The attackers behind the Duqu 2.0 malware that targeted Kaspersky Lab may have used stolen digital certificates from legitimate hardware manufacturers to sign the malware.
Researchers found a 64-bit driver used in the attack against Kaspersky Lab that had a digital signature from the Taiwan-based electronics manufacturer Hon Hai Precision Co, also known as Foxconn (a company that produces hardware for most major tech companies including Apple, Dell, Google, Microsoft and Sony), according to a release.
Kaspersky noted that Duqu hackers have previously used malware with Foxconn, Realtek and JMicron digital certificates in previous attacks though there is no confirmation that any of these companies have been breached.

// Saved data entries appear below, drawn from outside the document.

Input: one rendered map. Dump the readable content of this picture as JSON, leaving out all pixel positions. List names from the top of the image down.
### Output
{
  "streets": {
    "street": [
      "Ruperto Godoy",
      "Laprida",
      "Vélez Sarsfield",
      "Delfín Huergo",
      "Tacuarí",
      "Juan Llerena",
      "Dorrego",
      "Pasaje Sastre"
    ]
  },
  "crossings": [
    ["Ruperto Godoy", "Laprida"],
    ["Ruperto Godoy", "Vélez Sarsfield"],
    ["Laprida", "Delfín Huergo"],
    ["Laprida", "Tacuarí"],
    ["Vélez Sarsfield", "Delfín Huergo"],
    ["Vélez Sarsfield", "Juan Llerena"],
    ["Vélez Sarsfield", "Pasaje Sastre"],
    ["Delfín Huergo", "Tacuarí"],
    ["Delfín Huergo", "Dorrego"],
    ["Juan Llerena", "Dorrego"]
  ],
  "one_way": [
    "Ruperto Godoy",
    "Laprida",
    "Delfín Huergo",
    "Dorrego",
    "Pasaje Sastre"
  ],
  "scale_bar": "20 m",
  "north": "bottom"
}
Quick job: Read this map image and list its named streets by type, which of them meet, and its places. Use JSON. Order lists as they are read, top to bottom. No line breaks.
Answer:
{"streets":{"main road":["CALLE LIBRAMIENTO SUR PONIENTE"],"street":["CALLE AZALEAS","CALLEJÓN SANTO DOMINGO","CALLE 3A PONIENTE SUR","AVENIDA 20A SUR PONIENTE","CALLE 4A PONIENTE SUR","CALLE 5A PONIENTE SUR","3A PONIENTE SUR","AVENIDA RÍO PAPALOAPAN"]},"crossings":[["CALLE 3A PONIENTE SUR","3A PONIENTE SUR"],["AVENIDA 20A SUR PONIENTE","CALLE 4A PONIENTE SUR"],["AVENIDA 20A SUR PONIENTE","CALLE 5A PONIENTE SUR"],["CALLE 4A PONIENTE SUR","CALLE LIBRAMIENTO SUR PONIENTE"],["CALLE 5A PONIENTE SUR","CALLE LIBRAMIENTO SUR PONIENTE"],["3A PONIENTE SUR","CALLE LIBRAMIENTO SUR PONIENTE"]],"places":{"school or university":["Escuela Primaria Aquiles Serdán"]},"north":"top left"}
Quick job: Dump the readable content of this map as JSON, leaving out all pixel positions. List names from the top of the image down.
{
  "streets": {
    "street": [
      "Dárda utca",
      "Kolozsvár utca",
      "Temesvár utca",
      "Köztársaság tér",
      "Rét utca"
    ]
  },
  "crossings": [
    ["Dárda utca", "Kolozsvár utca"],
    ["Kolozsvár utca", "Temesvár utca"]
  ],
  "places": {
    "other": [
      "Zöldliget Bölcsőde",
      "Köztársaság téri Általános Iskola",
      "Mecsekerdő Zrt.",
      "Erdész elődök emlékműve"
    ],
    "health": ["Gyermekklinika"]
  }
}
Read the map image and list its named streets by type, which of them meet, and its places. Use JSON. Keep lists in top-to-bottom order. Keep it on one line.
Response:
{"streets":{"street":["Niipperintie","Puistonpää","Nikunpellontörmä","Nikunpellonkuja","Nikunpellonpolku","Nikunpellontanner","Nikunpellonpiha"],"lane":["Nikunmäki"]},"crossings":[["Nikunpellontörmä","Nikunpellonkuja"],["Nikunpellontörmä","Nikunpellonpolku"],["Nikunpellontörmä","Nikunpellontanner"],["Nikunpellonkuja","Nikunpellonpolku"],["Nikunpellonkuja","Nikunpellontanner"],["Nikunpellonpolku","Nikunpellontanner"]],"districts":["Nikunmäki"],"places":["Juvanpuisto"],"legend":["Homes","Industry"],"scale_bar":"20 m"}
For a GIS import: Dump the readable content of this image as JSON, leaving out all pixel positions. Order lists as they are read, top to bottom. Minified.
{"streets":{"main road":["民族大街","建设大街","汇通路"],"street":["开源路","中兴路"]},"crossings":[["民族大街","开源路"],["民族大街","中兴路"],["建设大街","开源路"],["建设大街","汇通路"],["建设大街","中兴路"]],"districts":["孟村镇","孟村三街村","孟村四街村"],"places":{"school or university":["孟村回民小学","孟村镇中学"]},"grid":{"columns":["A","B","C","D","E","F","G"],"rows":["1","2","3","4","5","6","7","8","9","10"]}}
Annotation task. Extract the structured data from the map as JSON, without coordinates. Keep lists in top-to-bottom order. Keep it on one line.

“Valid 2048-bit digital certificates, owned and maintained by Foxconn, were used to sign Duqu 2.0 malicious drivers,” Kurt Baumgartner, principal security researcher at Kaspersky, told SCMagazine.com in a Tuesday email correspondence. “There is no other way for Duqu to misuse these digital certificates for 64-bit Windows driver loading than to steal them."
He explained that "Duqu's use of these certificates required that they be revoked by Verisign, the certificate registrar.”
During the attack, Duqu threat actors installed malicious drivers on firewalls, gateways, or other servers that had direct internet access on one side and corporate network access on the other side. As a result, the attackers achieved multiple goals simultaneously - accessed internal infrastructure from the Internet, avoided log records in corporate proxy servers and maintained a form of persistence.
Researchers also noted that the Duqu attackers were careful enough not to use the same digital certificate twice in both their 2011 and 2015 attacks, indicating that the attackers may have several stolen certificates readily available for their next attack.